The records that follow are to be printed exactly, with no images.

=== Begin Enclosure ===

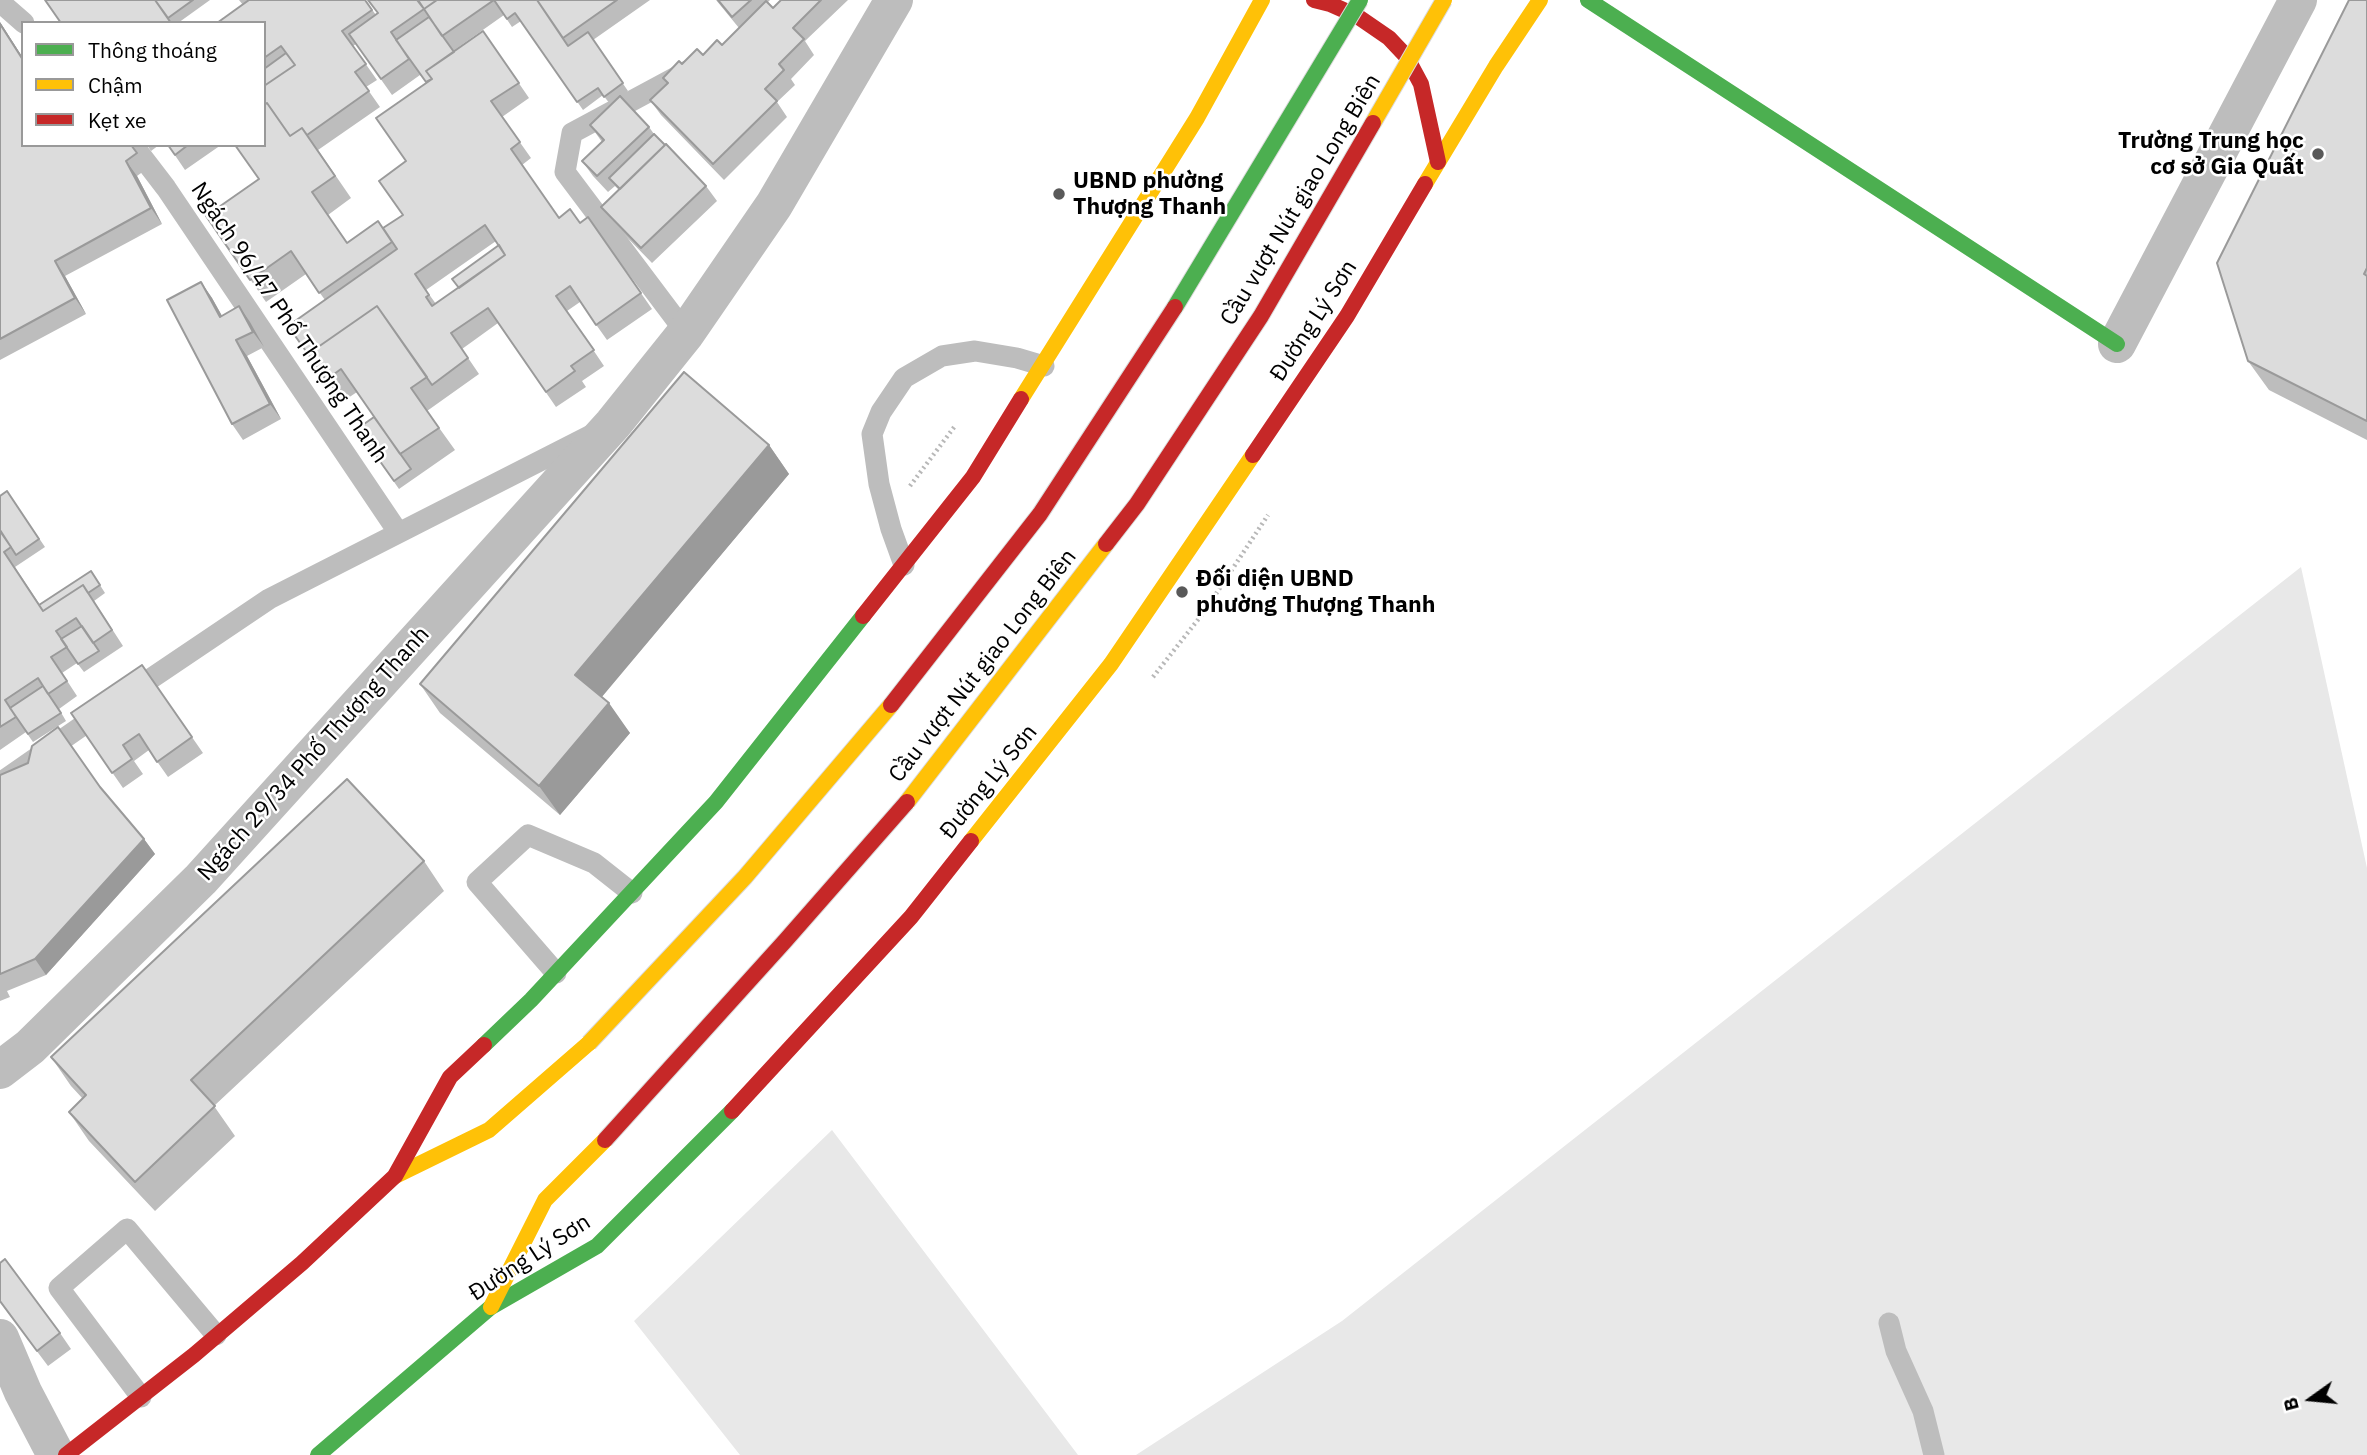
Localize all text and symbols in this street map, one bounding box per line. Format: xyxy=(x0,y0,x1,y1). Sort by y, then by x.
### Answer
legend xyxy=(21,21,266,147)
text: Thông thoáng xyxy=(88,36,217,64)
street label: Cầu vượt Nút giao Long Biên xyxy=(1215,69,1387,331)
text: Chậm xyxy=(88,71,143,99)
text: Kẹt xe xyxy=(88,106,147,134)
place label: Trường Trung học cơ sở Gia Quất xyxy=(2118,127,2304,181)
marker: Trường Trung học cơ sở Gia Quất xyxy=(2310,146,2326,162)
place label: UBND phường Thượng Thanh xyxy=(1073,167,1226,221)
street label: Ngách 96/47 Phố Thượng Thanh xyxy=(184,177,394,469)
marker: UBND phường Thượng Thanh xyxy=(1051,186,1067,202)
street label: Đường Lý Sơn xyxy=(1265,255,1363,387)
street label: Cầu vượt Nút giao Long Biên xyxy=(883,544,1083,788)
place label: Đối diện UBND phường Thượng Thanh xyxy=(1196,565,1435,619)
marker: Đối diện UBND phường Thượng Thanh xyxy=(1174,584,1190,600)
street label: Ngách 29/34 Phố Thượng Thanh xyxy=(192,621,436,887)
street label: Đường Lý Sơn xyxy=(935,719,1043,845)
street label: Đường Lý Sơn xyxy=(464,1209,596,1307)
north arrow xyxy=(2276,1364,2346,1434)
text: B xyxy=(2277,1395,2304,1414)

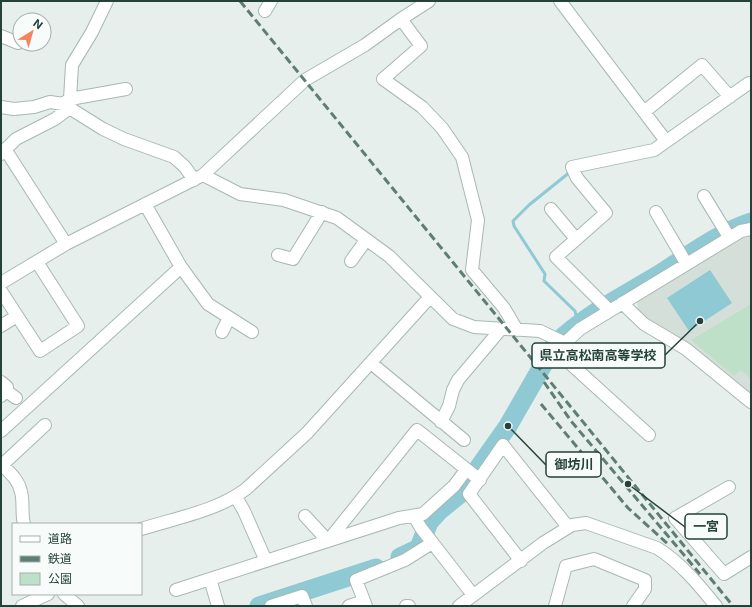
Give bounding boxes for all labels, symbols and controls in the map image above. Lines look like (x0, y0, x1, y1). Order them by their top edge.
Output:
north arrow (12, 12, 52, 52)
text: N (30, 16, 46, 32)
callout: 県立高松南高等学校 (532, 343, 665, 368)
text: 県立高松南高等学校 (539, 347, 657, 363)
callout: 御坊川 (546, 452, 601, 477)
text: 御坊川 (554, 456, 594, 472)
callout: 一宮 (685, 514, 727, 539)
text: 一宮 (693, 518, 719, 534)
legend (12, 523, 142, 595)
text: 道路 (48, 531, 72, 546)
text: 鉄道 (48, 551, 72, 566)
text: 公園 (48, 571, 72, 586)

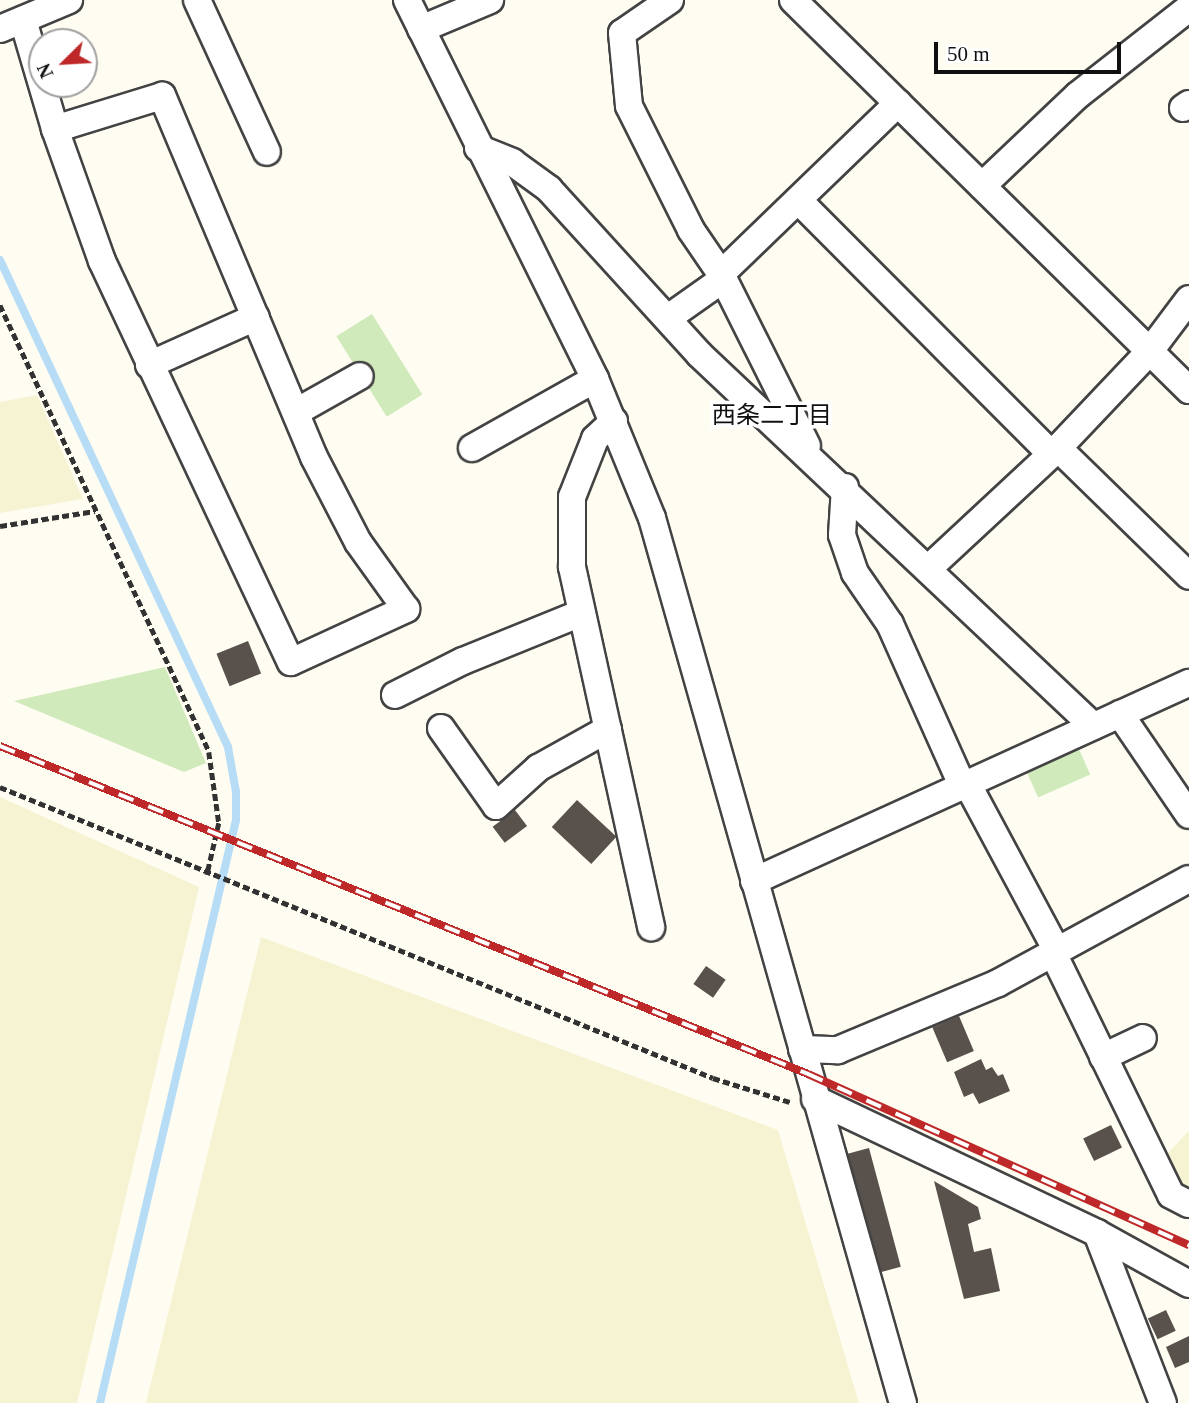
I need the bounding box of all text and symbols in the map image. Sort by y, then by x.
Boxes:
north arrow [28,28,98,98]
scale bar [937,28,1124,72]
text: 50 m [947,42,990,66]
text: N [33,60,58,81]
district label: 西条二丁目 [712,402,832,430]

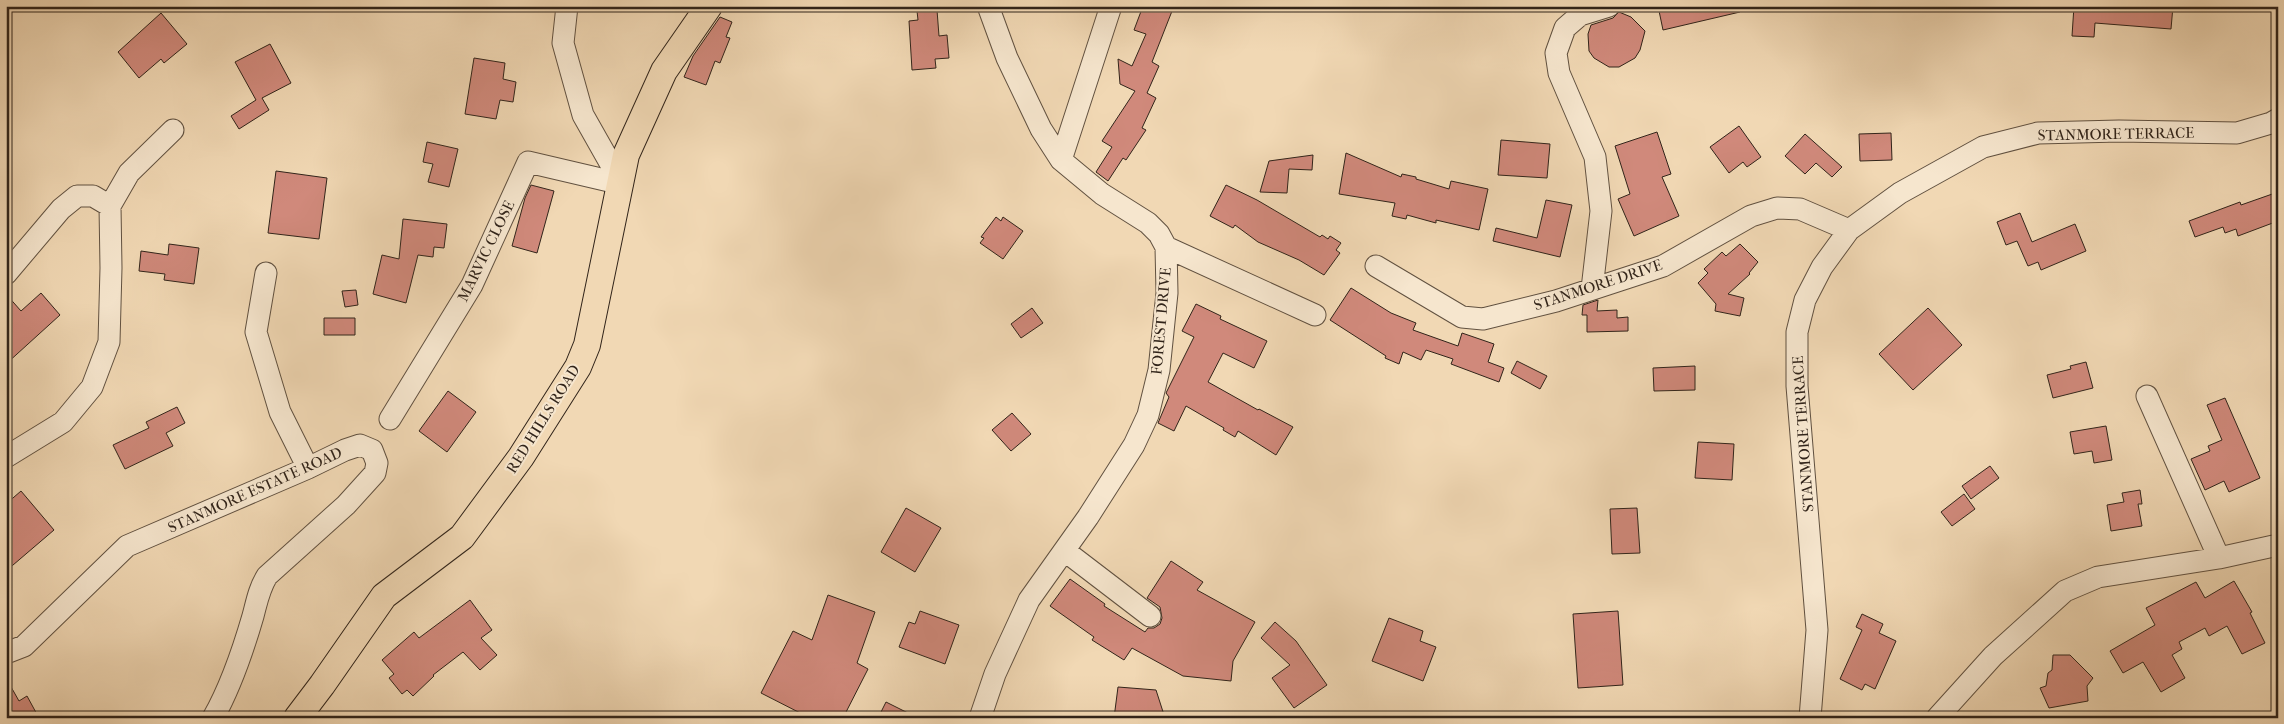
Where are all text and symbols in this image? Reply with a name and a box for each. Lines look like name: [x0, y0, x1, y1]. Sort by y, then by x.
street label: STANMORE TERRACE: [2037, 124, 2195, 144]
street label: MARVIC CLOSE: [454, 198, 518, 304]
street label: STANMORE DRIVE: [1531, 256, 1665, 314]
street label: FOREST DRIVE: [1147, 266, 1175, 376]
street label: STANMORE TERRACE: [1789, 355, 1817, 513]
street label: RED HILLS ROAD: [502, 361, 584, 477]
street label: STANMORE ESTATE ROAD: [165, 443, 345, 537]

=== End Enclosure ===

● Expected answer:
Localize all text and symbols in this street map, one bounding box per line. Format: xyxy=(x0,y0,x1,y1). Sort by y, then by x.
### Answer
legend xyxy=(21,21,266,147)
text: Thông thoáng xyxy=(88,36,217,64)
street label: Cầu vượt Nút giao Long Biên xyxy=(1215,69,1387,331)
text: Chậm xyxy=(88,71,143,99)
text: Kẹt xe xyxy=(88,106,147,134)
place label: Trường Trung học cơ sở Gia Quất xyxy=(2118,127,2304,181)
marker: Trường Trung học cơ sở Gia Quất xyxy=(2310,146,2326,162)
place label: UBND phường Thượng Thanh xyxy=(1073,167,1226,221)
street label: Ngách 96/47 Phố Thượng Thanh xyxy=(184,177,394,469)
marker: UBND phường Thượng Thanh xyxy=(1051,186,1067,202)
street label: Đường Lý Sơn xyxy=(1265,255,1363,387)
street label: Cầu vượt Nút giao Long Biên xyxy=(883,544,1083,788)
place label: Đối diện UBND phường Thượng Thanh xyxy=(1196,565,1435,619)
marker: Đối diện UBND phường Thượng Thanh xyxy=(1174,584,1190,600)
street label: Ngách 29/34 Phố Thượng Thanh xyxy=(192,621,436,887)
street label: Đường Lý Sơn xyxy=(935,719,1043,845)
street label: Đường Lý Sơn xyxy=(464,1209,596,1307)
north arrow xyxy=(2276,1364,2346,1434)
text: B xyxy=(2277,1395,2304,1414)

Give bounding boxes for all labels, symbols and controls in the map image above. Lines look like (x0, y0, x1, y1). Order them by their top edge.
Output:
north arrow (12, 12, 52, 52)
text: N (30, 16, 46, 32)
callout: 県立高松南高等学校 (532, 343, 665, 368)
text: 県立高松南高等学校 (539, 347, 657, 363)
callout: 御坊川 (546, 452, 601, 477)
text: 御坊川 (554, 456, 594, 472)
callout: 一宮 (685, 514, 727, 539)
text: 一宮 (693, 518, 719, 534)
legend (12, 523, 142, 595)
text: 道路 (48, 531, 72, 546)
text: 鉄道 (48, 551, 72, 566)
text: 公園 (48, 571, 72, 586)

I need the bounding box of all text and symbols in the map image. Sort by y, then by x.
Boxes:
north arrow [28,28,98,98]
scale bar [937,28,1124,72]
text: 50 m [947,42,990,66]
text: N [33,60,58,81]
district label: 西条二丁目 [712,402,832,430]

Where are all text and symbols in this image? Reply with a name and a box for each. Lines look like name: [x0, y0, x1, y1]. Sort by y, then by x.
street label: STANMORE TERRACE: [2037, 124, 2195, 144]
street label: MARVIC CLOSE: [454, 198, 518, 304]
street label: STANMORE DRIVE: [1531, 256, 1665, 314]
street label: FOREST DRIVE: [1147, 266, 1175, 376]
street label: STANMORE TERRACE: [1789, 355, 1817, 513]
street label: RED HILLS ROAD: [502, 361, 584, 477]
street label: STANMORE ESTATE ROAD: [165, 443, 345, 537]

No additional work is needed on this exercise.